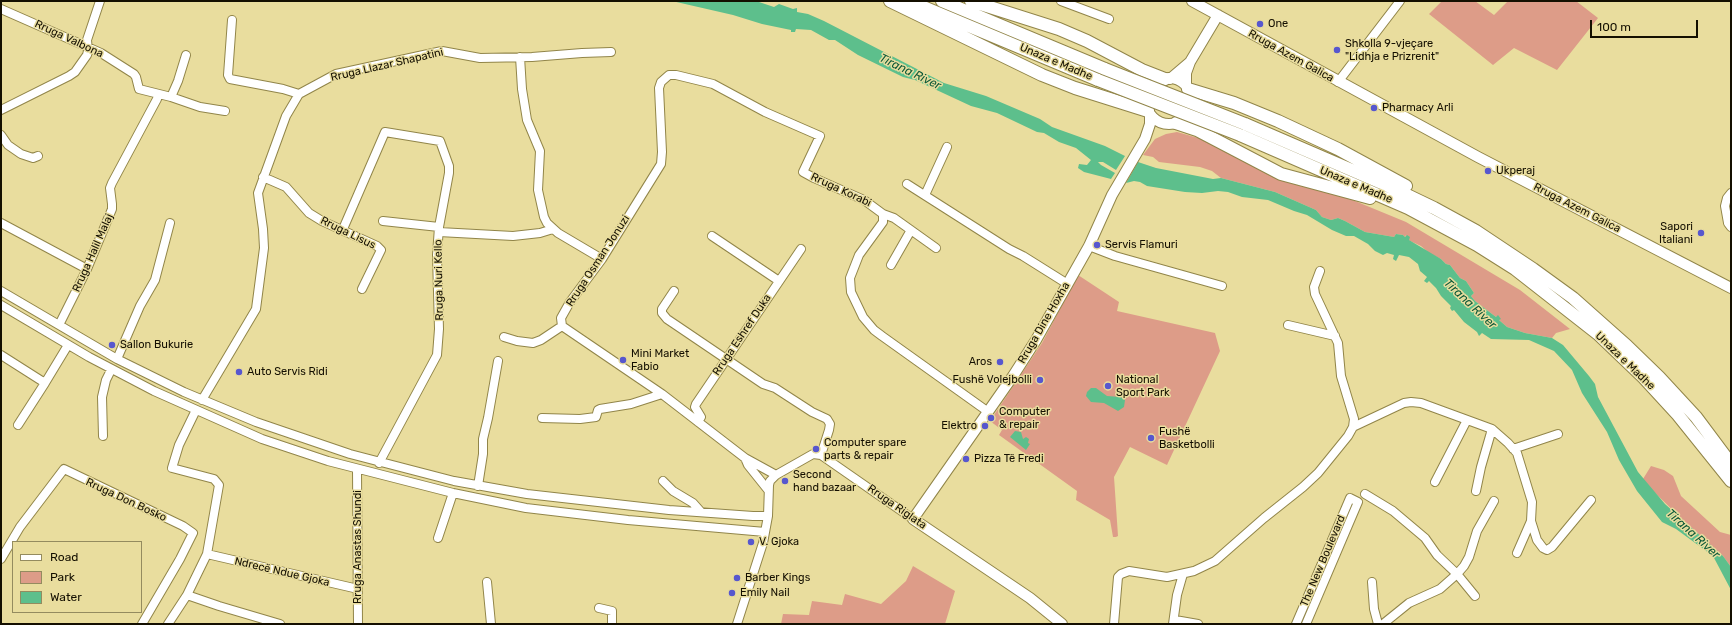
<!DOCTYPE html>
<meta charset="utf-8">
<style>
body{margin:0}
#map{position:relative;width:1732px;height:625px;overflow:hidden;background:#e9dd9e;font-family:Rubik,sans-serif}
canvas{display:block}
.frame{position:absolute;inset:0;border:2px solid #140f00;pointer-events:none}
.legend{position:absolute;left:12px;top:541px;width:130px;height:72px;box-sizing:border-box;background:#e9dd9e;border:1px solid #948b5f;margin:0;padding:5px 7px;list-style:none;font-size:12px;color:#140f00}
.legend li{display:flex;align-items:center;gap:8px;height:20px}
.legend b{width:20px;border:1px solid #948b5f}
.scale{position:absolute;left:1590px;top:20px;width:108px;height:18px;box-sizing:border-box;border:2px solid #140f00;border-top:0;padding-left:5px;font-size:12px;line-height:14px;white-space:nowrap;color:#140f00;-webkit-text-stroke:3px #e9dd9e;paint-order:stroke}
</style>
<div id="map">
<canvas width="1732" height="625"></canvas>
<div class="frame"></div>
<ul class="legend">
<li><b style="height:5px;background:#fff"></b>Road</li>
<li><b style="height:11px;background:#dd9c88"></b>Park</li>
<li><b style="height:11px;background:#5dbf8c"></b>Water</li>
</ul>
<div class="scale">100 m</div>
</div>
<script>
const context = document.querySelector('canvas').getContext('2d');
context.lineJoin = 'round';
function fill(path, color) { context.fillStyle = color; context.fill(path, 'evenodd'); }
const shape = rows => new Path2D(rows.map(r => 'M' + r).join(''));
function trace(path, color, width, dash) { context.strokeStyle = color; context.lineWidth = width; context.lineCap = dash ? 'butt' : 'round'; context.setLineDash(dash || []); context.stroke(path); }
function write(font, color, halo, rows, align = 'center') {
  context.font = font + ' Rubik,sans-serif'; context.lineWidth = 3; context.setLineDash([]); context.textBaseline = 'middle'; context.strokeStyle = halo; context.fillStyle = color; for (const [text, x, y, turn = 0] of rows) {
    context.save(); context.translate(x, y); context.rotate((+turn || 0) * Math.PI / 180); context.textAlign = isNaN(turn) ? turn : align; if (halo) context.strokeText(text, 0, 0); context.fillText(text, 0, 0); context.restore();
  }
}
fill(shape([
 [1442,1,1475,1,1494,15,1508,1,1576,1,1598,18,1557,70,1514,48,1493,65,1429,14],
 [1177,132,1202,139,1279,179,1301,186,1338,194,1406,222,1520,290,1570,329,1556,333,1552,338,1525,333,1507,327,1499,320,1498,316,1496,317,1475,301,1471,296,1474,293,1466,281,1460,278,1450,265,1446,264,1441,259,1429,253,1421,246,1408,240,1406,235,1405,237,1403,235,1396,234,1394,237,1365,232,1345,221,1338,218,1331,220,1322,217,1316,210,1275,192,1221,178,1212,171,1200,167,1159,162,1153,157,1143,155,1155,139,1166,134],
 [1078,275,1119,302,1117,311,1215,333,1220,351,1167,465,1130,447,1114,477,1118,536,1116,537,1113,537,1110,520,1076,500,1077,491,999,435,1002,430,990,421,1042,343],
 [1651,466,1664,470,1673,476,1681,496,1720,532,1731,535,1731,567,1723,556,1685,522,1650,488,1643,479],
 [913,566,955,591,945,624,781,624,783,614,809,615,812,601,842,605,845,594,881,604,906,581]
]), '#dd9c88');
fill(shape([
 [672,1,756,1,774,7,779,4,793,9,797,8,797,12,808,14,824,21,944,83,986,96,1040,119,1052,127,1105,146,1125,156,1116,170,1103,162,1098,162,1101,165,1115,173,1111,179,1084,172,1078,168,1079,164,1087,165,1091,160,1076,148,1059,142,1044,133,1037,132,997,113,971,106,915,80,903,77,858,55,835,40,829,40,811,30,796,29,795,32,791,32,791,30,762,24,733,15],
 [1138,162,1156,168,1213,179,1221,178,1275,192,1316,210,1322,217,1331,220,1338,218,1345,221,1365,232,1394,237,1396,234,1403,235,1405,237,1407,235,1410,237,1409,240,1441,259,1446,264,1450,265,1460,278,1466,281,1474,293,1471,296,1475,301,1496,317,1498,315,1501,319,1499,320,1507,327,1525,333,1552,338,1563,345,1589,376,1595,384,1598,397,1638,472,1665,504,1723,556,1731,567,1731,590,1713,556,1676,529,1662,522,1637,491,1619,460,1607,432,1582,393,1572,370,1554,351,1529,340,1491,339,1482,333,1479,336,1477,332,1464,322,1454,310,1452,311,1450,308,1451,306,1441,296,1436,288,1429,281,1427,283,1424,281,1427,277,1420,271,1418,264,1409,257,1399,255,1396,261,1393,259,1394,255,1387,253,1383,255,1375,251,1368,244,1354,236,1346,236,1332,230,1307,215,1294,211,1268,200,1242,197,1228,192,1218,191,1202,193,1185,192,1147,186,1140,182,1134,181,1126,183],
 [1091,388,1096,388,1107,396,1121,397,1125,400,1124,407,1118,411,1104,403,1091,402,1086,396,1087,392],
 [1015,431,1021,432,1023,439,1026,437,1029,439,1028,443,1030,444,1026,450,1010,437]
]), '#5dbf8c');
const minor = shape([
 [1061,1,1109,19],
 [1,9,101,53,134,74,136,77,139,89,171,97,200,107,225,111],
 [232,20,228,75,230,79,283,89,299,94],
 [520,57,522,89,527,120,540,151,538,190,544,217,547,223,558,233,602,259],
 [1338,82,1400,1],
 [171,97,178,81,186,55],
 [1,110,69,76,75,72,87,55,88,51,87,40,100,1],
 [1,135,8,145,21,154,33,158,38,156],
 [263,177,286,187,309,213,322,221,377,246,381,250,362,289],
 [907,184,1009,249,1023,256,1066,283],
 [1731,193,1727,198,1725,206,1728,223,1731,227],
 [925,195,947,147],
 [883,214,894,218,936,248],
 [383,221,439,227],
 [1,223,87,269],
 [343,229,385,132,440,141,449,166,449,173,439,227,437,255,439,329,437,355,379,463],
 [439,232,513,236,540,233,553,229],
 [712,236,779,281],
 [1089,246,1115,256,1222,286],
 [891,265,911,230],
 [1,291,117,359,184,392,256,422,350,454,454,481,527,494,669,510,753,516,768,516],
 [674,291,662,309,662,313,667,319,763,384,775,388,812,412,827,419,830,424,829,430,821,455],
 [1,305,89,357,154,391,262,439,328,461,453,493,526,508,628,520,765,532],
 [59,325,87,269,112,209,112,204,110,188,112,183,157,99,158,94],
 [1288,325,1335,336],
 [504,337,517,341,533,343,541,340,562,326],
 [1,355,45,383,68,345],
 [117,359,140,306,155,280,170,223],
 [202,400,256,309,264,248,263,229,258,193,286,116,299,94,336,74,442,51,480,58,532,57,582,53,611,52],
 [542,418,580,419,596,417,598,410,600,409,631,404,662,394],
 [698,422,701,417,695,407,696,404,801,249],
 [18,425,45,383],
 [1353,427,1404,403,1411,402,1421,403,1492,429,1508,443,1517,453,1532,502,1531,521,1537,540,1543,548,1547,550,1552,547,1591,500],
 [103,436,102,397,106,380,111,370],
 [1513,449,1558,434],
 [745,458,748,465,768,490],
 [357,469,358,624],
 [776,475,745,458,662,394,562,326,561,318,570,302,602,259,661,164,662,152,659,88,661,82,669,75,676,75,713,84,765,112,820,136,803,172,814,178,864,200,883,214,883,222,859,255,850,278,851,292,863,317,874,330,882,336,987,411],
 [663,481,673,491,693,503,701,512],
 [1435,482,1467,420],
 [478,486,483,454,483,439,488,418,498,361],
 [1476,491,1481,467,1492,429],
 [1365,494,1393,511,1425,538,1437,555,1457,574,1440,589,1409,603,1383,624],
 [438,538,453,493],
 [1517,553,1531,521],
 [207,554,358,589],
 [1,559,20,527,64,469,183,526,193,533,180,559,142,624],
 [487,582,491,624],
 [1372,582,1374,609,1378,624],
 [187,595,219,606,280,624],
 [1475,596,1457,574,1464,566,1469,557,1477,531,1494,501],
 [599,608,612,611,612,624],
 [1175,620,1198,624],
 [168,624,187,595,207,554,219,485,214,479,172,468,179,445,196,410],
 [737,624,763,543,768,516,769,485,770,481,776,475,813,454,821,455,913,519],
 [1114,624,1118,577,1121,574,1129,571,1167,577,1194,571,1215,561,1264,518,1303,487,1318,473,1348,436,1353,427,1354,419,1341,376,1338,343,1315,294,1314,287,1320,271],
 [1173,624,1177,595,1183,574],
 [1296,624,1350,498,1358,502,1306,624]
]);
const major = shape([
 [1192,1,1478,157,1731,288],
 [1190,62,1218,15],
 '1146 101a23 23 0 1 1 46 0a23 23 0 1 1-46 0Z',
 [1170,79,1190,62,1186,73,1186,86],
 [1062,624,1030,598,913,519,1013,376,1036,340,1089,246,1112,195,1145,139,1150,124,1150,114]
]);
const highway = shape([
 [890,1,1042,75,1075,88,1148,111],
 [909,1,1098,80],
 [942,1,1105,69],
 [971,1,1059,29,1087,41,1142,70,1165,79],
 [1188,89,1234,103,1278,121,1338,149,1406,186],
 [1176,123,1197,130,1281,174,1370,198],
 [1245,124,1384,184,1434,208,1476,231,1533,269,1573,298,1627,346,1659,377,1696,417,1731,464],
 [1240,135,1408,208,1477,245,1515,269,1598,334,1644,378,1678,415,1731,481]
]);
trace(minor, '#918549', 10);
trace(major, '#918549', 12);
trace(highway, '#918549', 14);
trace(minor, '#fff', 8);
trace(major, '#fff', 10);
trace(highway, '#fff', 12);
const highwayBridge = shape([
 [1105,69,1245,124],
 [1098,80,1240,135]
]);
trace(highwayBridge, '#918549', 14, []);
trace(highwayBridge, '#fff', 12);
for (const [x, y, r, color] of [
 [1260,24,4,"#5757ce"],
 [1337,50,4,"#5757ce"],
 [1374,108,4,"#5757ce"],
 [1488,171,4,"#5757ce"],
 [1701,233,4,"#5757ce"],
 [1097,245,4,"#5757ce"],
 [112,345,4,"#5757ce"],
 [623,360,4,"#5757ce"],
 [1000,362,4,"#5757ce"],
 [239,372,4,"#5757ce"],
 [1040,380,4,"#5757ce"],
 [1108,386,4,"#5757ce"],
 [991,418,4,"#5757ce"],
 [985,426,4,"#5757ce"],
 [1151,438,4,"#5757ce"],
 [816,449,4,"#5757ce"],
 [966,459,4,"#5757ce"],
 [785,481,4,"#5757ce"],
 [751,542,4,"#5757ce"],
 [737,578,4,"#5757ce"],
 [732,593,4,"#5757ce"]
]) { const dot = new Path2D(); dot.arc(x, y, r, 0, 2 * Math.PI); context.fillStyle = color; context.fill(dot); trace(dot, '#e9dd9e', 1.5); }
write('11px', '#140f00', '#e9dd9e', [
 ["One",1268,24],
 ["Shkolla 9-vjeçare",1345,44],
 ["\"Lidhja e Prizrenit\"",1345,57],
 ["Pharmacy Arli",1382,108],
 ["Ukperaj",1496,171],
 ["Sapori",1693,227,"right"],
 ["Italiani",1693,240,"right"],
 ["Servis Flamuri",1105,245],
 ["Sallon Bukurie",120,345],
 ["Mini Market",631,354],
 ["Fabio",631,367],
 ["Aros",992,362,"right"],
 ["Auto Servis Ridi",247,372],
 ["Fushë Volejbolli",1032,380,"right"],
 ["National",1116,380],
 ["Sport Park",1116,393],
 ["Computer",999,412],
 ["& repair",999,425],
 ["Elektro",977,426,"right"],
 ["Fushë",1159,432],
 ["Basketbolli",1159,445],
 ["Computer spare",824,443],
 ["parts & repair",824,456],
 ["Pizza Të Fredi",974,459],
 ["Second",793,475],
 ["hand bazaar",793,488],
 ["V. Gjoka",759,542],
 ["Barber Kings",745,578],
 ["Emily Nail",740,593]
], 'left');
write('11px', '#140f00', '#e9dd9e', [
 ["Rruga Valbona",69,39,25],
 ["Rruga Azem Galica",1291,56,29],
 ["Unaza e Madhe",1056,62,23],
 ["Rruga Llazar Shapatini",387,65,-13],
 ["Unaza e Madhe",1356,185,23],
 ["Rruga Korabi",841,190,25],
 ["Rruga Azem Galica",1577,208,27],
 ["Rruga Lisus",348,233,26],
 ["Rruga Halil Malaj",93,253,-66],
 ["Rruga Osman Jonuzi",598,261,-57],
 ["Rruga Nuri Kello",439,280,-91],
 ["Rruga Dine Hoxha",1044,323,-60],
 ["Rruga Eshref Duka",742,335,-56],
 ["Unaza e Madhe",1625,361,44],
 ["Rruga Don Bosko",126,500,25],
 ["Rruga Riglata",897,507,35],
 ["Rruga Anastas Shundi",358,547,-90],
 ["The New Boulevard",1323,561,-67],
 ["Ndrecë Ndue Gjoka",282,572,13]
]);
write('italic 12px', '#0c5938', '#e9dd9e', [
 ["Tirana River",910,72,26],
 ["Tirana River",1470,304,43],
 ["Tirana River",1693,534,42]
]);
</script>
☆ ☆ ☆
= WHAT YOU HAVE TO DO =
The entries above hold the needed span. Transcribe exactly the lines from the one with "function fill(path, color)" to the one with "const shape = rows", both included.

= ANSWER =
function fill(path, color) { context.fillStyle = color; context.fill(path, 'evenodd'); }
const shape = rows => new Path2D(rows.map(r => 'M' + r).join(''));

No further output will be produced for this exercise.